Peanut Butter Banana Almond Cookies

I wanted a little treat that wasn’t full of treat-like ingredients but also wasn’t as hearty as a muffin. I found these little cookie-type things, and love them. They’re more like a small, baby, thin, sweet pancake to me. I keep these circles of goodness in the freezer and pull them out when I know I will be wanting them. Ditch the Oreos and whip up a batch of these bad boys.

Ingredients

  • 4 Medjool dates, pits removed
  • 2 ripe bananas
  • ½ cup peanut butter (or another type of nut butter)
  • 1 egg
  • ½ teaspoon vanilla extract
  • ½ teaspoon nutmeg
  • ¼ teaspoon ground cloves
  • ¼ teaspoon cinnamon
  • ½ teaspoon baking soda
  • ½ cup chopped almonds
  • 1/3 cup dried cranberries

 Directions

  1. Preheat oven to 350 degrees Farhenheit.
  2. Add dates to food processor and pulse until chopped.
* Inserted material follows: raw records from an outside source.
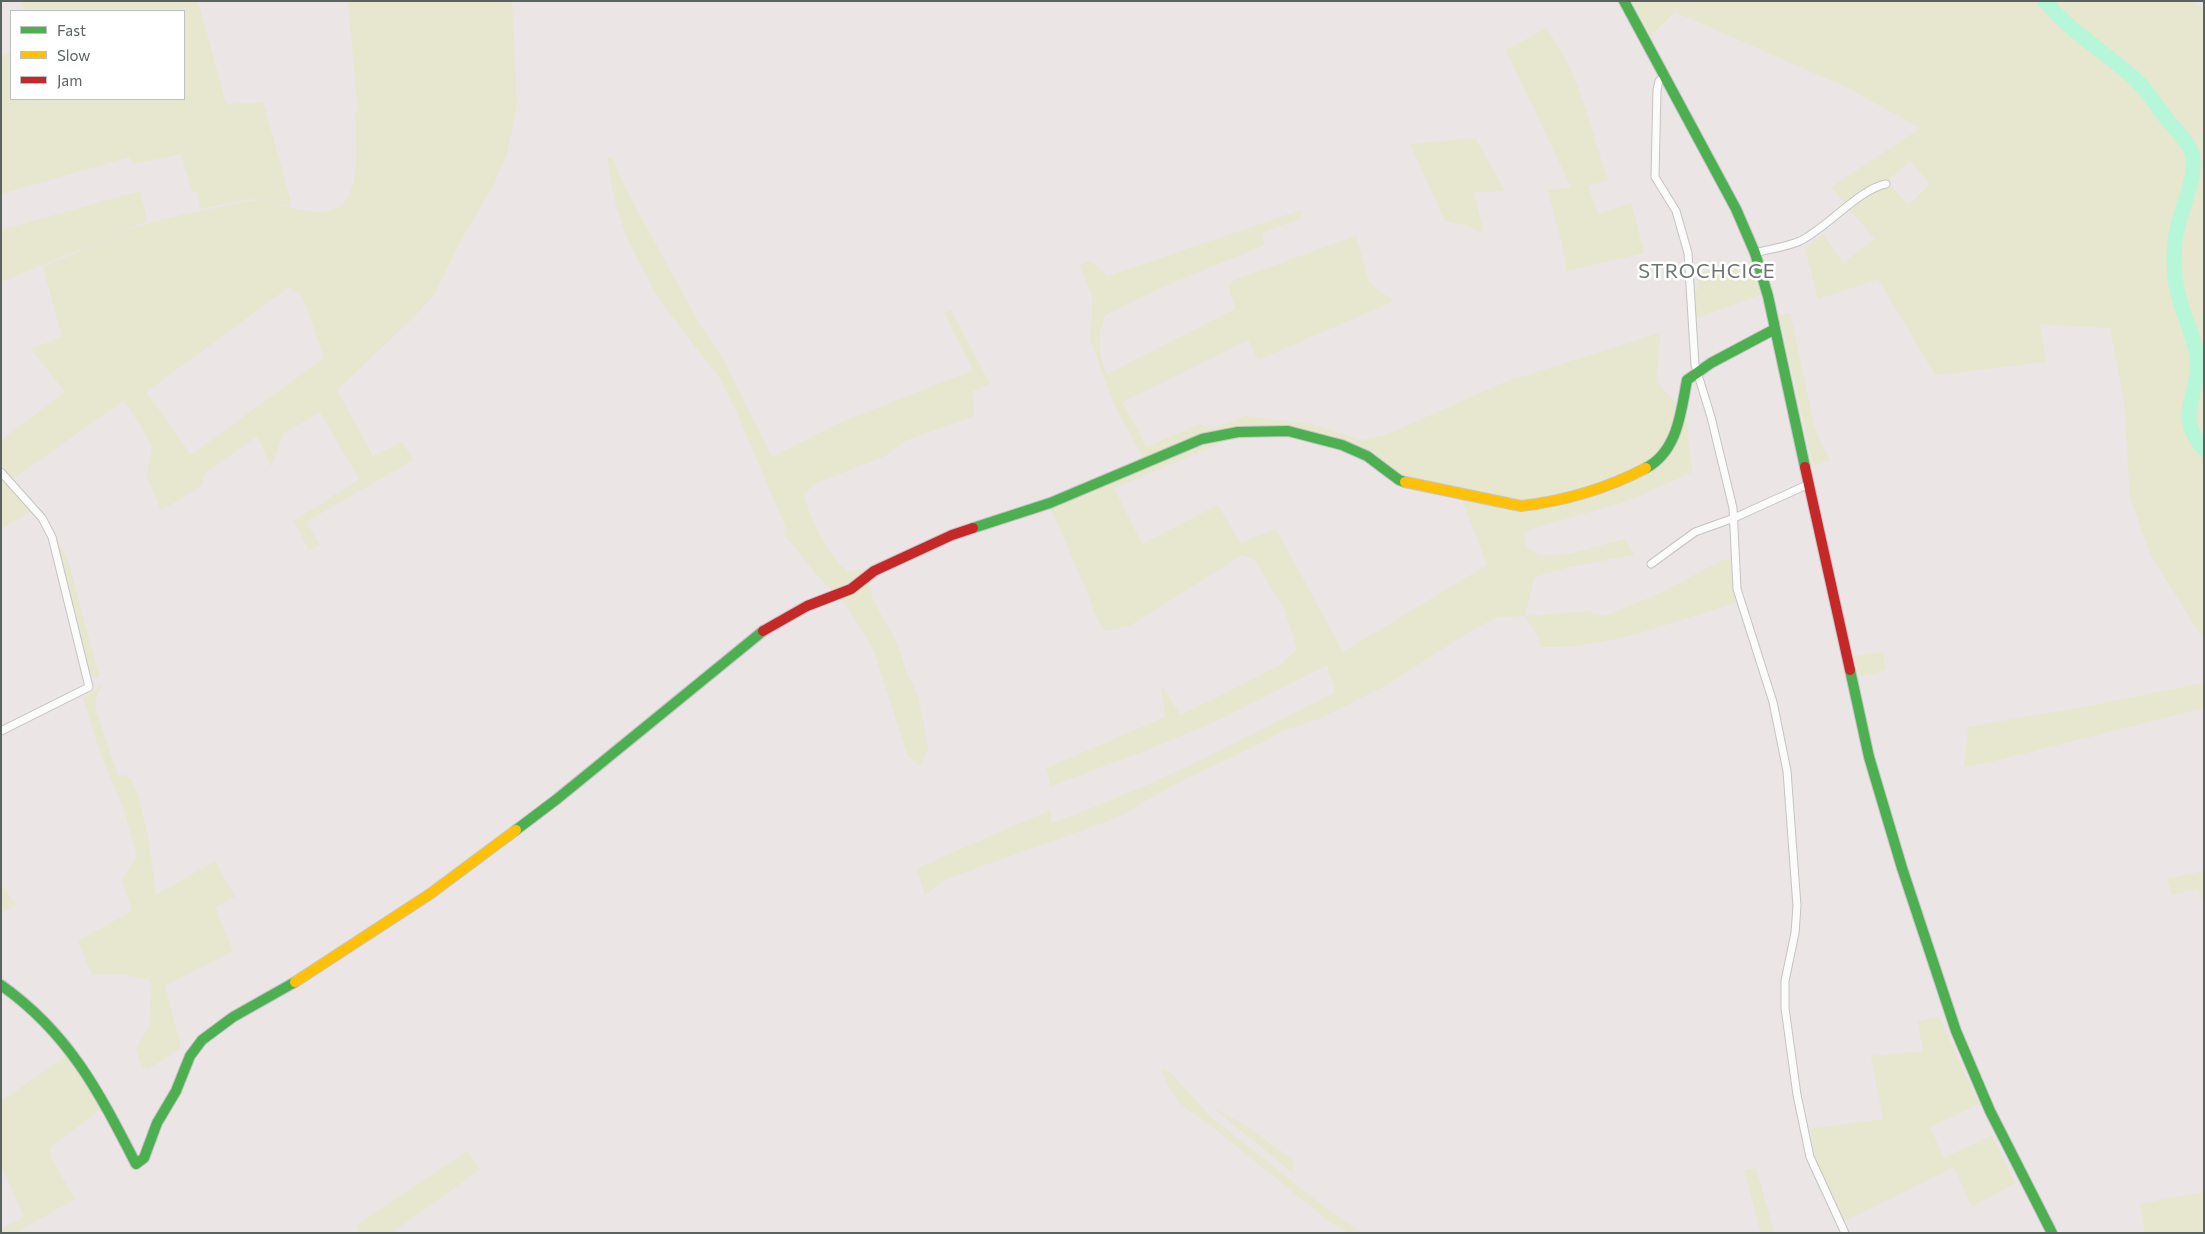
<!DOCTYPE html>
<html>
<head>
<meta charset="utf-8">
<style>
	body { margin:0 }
	#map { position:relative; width:2205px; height:1234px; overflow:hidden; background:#ebe5e5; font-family:Commissioner,sans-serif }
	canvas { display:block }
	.frame { position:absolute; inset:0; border:2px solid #5a6360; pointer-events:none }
	.legend { position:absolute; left:10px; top:10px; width:175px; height:90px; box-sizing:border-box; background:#fff; border:1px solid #bdc1bf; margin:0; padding:6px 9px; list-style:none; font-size:15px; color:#5a6360 }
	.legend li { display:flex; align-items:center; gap:10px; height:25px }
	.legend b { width:25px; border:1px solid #bdc1bf }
</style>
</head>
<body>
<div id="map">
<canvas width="2205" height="1234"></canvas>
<div class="frame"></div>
<ul class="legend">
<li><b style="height:6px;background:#4caf50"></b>Fast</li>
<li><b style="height:6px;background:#ffc107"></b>Slow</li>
<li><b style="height:6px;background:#c62828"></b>Jam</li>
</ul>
</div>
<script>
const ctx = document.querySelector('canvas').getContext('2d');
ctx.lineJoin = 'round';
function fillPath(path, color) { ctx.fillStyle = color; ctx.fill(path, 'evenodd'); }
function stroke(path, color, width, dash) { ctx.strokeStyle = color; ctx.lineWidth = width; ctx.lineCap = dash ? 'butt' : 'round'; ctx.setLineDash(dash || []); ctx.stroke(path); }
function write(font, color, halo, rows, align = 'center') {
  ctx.font = font + ' Commissioner,sans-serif'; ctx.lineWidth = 5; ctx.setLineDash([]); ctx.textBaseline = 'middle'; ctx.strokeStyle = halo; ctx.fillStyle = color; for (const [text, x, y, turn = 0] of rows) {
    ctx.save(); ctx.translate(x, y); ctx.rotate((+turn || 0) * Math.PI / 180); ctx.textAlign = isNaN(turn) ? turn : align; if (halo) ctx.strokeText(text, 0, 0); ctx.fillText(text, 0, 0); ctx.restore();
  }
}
const green = new Path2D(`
	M21 1H198L226 104 263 102 292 206 251 199 200 209 197 192H192L181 154 133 164 129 157 1 194V55L11 52V99H184V11H24Z
	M348 1H512L517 104 507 154 493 186 460 242 434 295 413 318 337 390 373 456 402 442 413 460 306 522 320 545 309 550 294 521 359 479 320 412 283 434 271 467 257 436 204 474 202 485 161 511 147 475 152 445 124 400 13 479 1 466V440L65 392 31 349 62 337 43 267C78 253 112 233 149 223 171 217 193 212 216 208 227 206 238 202 249 201 277 198 311 222 339 207 362 194 356 136 355 113H358ZM289 287 303 297 324 358 191 455 146 392Z
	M1632 1H2193L2204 11V640L2151 556 2130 497 2124 400 2110 328 2040 324 2046 362 1935 375 1878 279 1818 299 1805 248 1823 235 1843 263 1875 239 1831 187 1921 128 1844 86 1675 12 1650 36ZM1910 161 1930 184 1908 205 1887 181Z
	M1547 28C1554 41 1564 54 1570 68 1586 104 1595 143 1608 180L1588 186 1598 214 1631 203 1644 253 1566 271V261L1548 190 1571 187 1506 50Z
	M1475 138 1505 191 1474 192 1484 233 1468 226 1445 221 1410 144Z
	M607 158H613L624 186 700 325 721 355 772 457 837 424 973 370 944 313 951 310 990 384 973 391 974 416 907 440 885 456 816 483 803 495C812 522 827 554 848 572L871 568 868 583 873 600 898 645 906 671 918 696 928 748 920 766 908 756 873 649 846 605 816 574 784 534 786 528 737 413 719 377 658 298 626 236 616 206Z
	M140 191 147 221 1 282V230Z
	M1301 210 1302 218 1262 232 1264 245 1165 286 1105 315C1097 340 1097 350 1107 374L1235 309 1229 286 1234 280 1356 236 1369 283 1394 301 1258 360 1248 340 1122 402 1147 447 1199 424 1211 428 1246 416 1311 424 1361 440 1388 434 1505 382 1660 333 1656 381 1686 414 1692 472 1627 501 1534 528 1524 534 1526 547 1541 556 1569 554 1625 539 1634 555 1573 566 1534 577 1525 616 1588 611 1605 616 1656 595 1723 560 1733 559 1738 602C1674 621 1608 649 1541 647L1536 633 1525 616 1498 617 1472 630 1388 684 1321 718 1282 731 1257 745 1179 782 1116 818 946 879 925 895 917 868 1051 810V823C1150 789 1242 739 1335 692L1327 665 1216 721 1147 750 1051 786 1046 768 1165 717 1161 684 1180 715 1226 693 1280 665 1297 649 1285 611 1255 560 1242 555 1129 626 1105 631 1095 614 1087 592 1047 499 1136 462 1142 455 1116 409 1090 339 1093 297 1079 265 1091 261 1108 276ZM1284 435 1314 441 1358 456 1399 486 1462 500 1487 565 1343 652 1276 529 1240 543 1218 505 1142 544 1114 488 1229 440Z
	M1750 260 1762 294 1689 321 1688 291 1698 290 1697 273Z
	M1790 313 1815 429 1830 461 1813 465 1779 315Z
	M1 479 31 511 1 529Z
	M53 529 70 567 99 676 96 678 89 674Z
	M1883 652 1886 670 1859 677 1854 656Z
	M2204 683V708L1982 764 1964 767 1968 727 2089 706Z
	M103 684 96 697V711L118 776 124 775C124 775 130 779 130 779 144 796 153 871 156 895L215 861 235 897 215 907 233 951 165 986 181 1048 148 1069 142 1068 136 1049 149 1026 152 984 149 980 121 974 92 975 78 941 132 911 122 880 137 856 123 807 101 755 83 698Z
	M2204 871V900H2202L2198 888 2172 895 2167 879Z
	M1 884 16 905 1 913Z
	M1939 1017 1979 1104 1930 1127 1944 1158 1992 1135 2015 1183 1972 1207 1954 1167 1844 1221 1815 1158 1810 1129 1883 1119 1871 1056 1923 1051 1918 1021Z
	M68 1055 102 1108 51 1147V1158L75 1199 15 1233H1V1229L24 1217 3 1169 1 1168V1101Z
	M1161 1069 1168 1070 1212 1118 1325 1207 1363 1233H1350L1330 1222 1200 1117C1175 1103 1173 1095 1161 1069Z
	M1213 1108 1243 1124 1294 1160 1292 1172Z
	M467 1151 480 1169 392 1233H360L355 1226Z
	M1756 1168 1774 1233H1761L1744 1170Z
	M2204 1192V1233H2145L2140 1204Z`);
const river = new Path2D(`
	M2045 1C2071 33 2109 54 2139 83 2150 95 2159 109 2169 122 2177 131 2188 142 2192 153 2199 177 2177 215 2175 241 2173 262 2175 286 2181 305 2187 324 2196 341 2197 360 2200 398 2173 414 2204 449`);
const street = new Path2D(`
	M1665 76 1659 81 1657 90 1655 177 1676 211 1688 253 1695 365 1711 417 1733 508 1737 589 1773 702 1787 771 1797 906 1795 933 1785 981V1008L1797 1095 1810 1157 1845 1233
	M1755 253C1770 249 1786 247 1800 241 1827 228 1859 189 1886 184
	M1 472 42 518 52 537 89 687 1 731
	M1651 564 1695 532 1734 518 1809 484`);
const fast = new Path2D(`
	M1624 1 1736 209 1755 253 1768 296 1805 467
	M1646 468C1678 451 1681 411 1687 380L1711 363 1775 329
	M973 528 1050 503 1202 439 1238 432 1288 431 1342 445 1367 456 1399 480 1405 482
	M1850 670 1869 757 1902 868 1956 1031 1990 1111 2052 1233
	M516 830 557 799 763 631
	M1 985C69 1033 99 1092 136 1164L144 1158 157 1123 176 1091 190 1056 202 1040 233 1017 295 982`);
const slow = new Path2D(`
	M1405 482 1521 506C1564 501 1608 488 1646 468
	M295 982 430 894 516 830`);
const jam = new Path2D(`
	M1805 467 1850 670
	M763 631 807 606 851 589 874 571 952 535 973 528`);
const quarterNames = [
	["STROCHCICE",1707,271]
];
fillPath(green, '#e7e6ce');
stroke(river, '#b6f7d9', 15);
stroke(street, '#c3c4c2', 9);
stroke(fast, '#c5c5c5', 12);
stroke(slow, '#c5c5c5', 12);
stroke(jam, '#c5c5c5', 12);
stroke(street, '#fcfbfb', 7);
stroke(fast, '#4caf50', 10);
stroke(slow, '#ffc107', 10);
stroke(jam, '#c62828', 10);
ctx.letterSpacing = '1px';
write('20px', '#6b7571', '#fff', quarterNames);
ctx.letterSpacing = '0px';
</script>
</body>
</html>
I feel like my food processor is going to blow up because 4 little dates are just tornadoing around in there. Thank goodness, it doesn’t break and we can move on to step 3.
  3. Add in the bananas, peanut butter, egg, vanilla extract, and process until the batter is very smooth.
  4. Add in your spices, the baking soda, chopped almonds and give it a little blend.
  5. Add in cranberries either by mixing in or just processing in, depending on your chunk-liking. Shreds of cranberries or whole cranberries? Hmm.
  6. Scoop the batter onto a cookie sheet lined with parchment paper. They do spread a little.
  7. Bake for 10-12 minutes or until golden brown on the bottom.
  8. Remove from the oven and let cool.
  9. Keep in fridge or freezer!
  10. Enjoy!

NOTE:

These cookies are not that cookie-like, they’re more cake-like.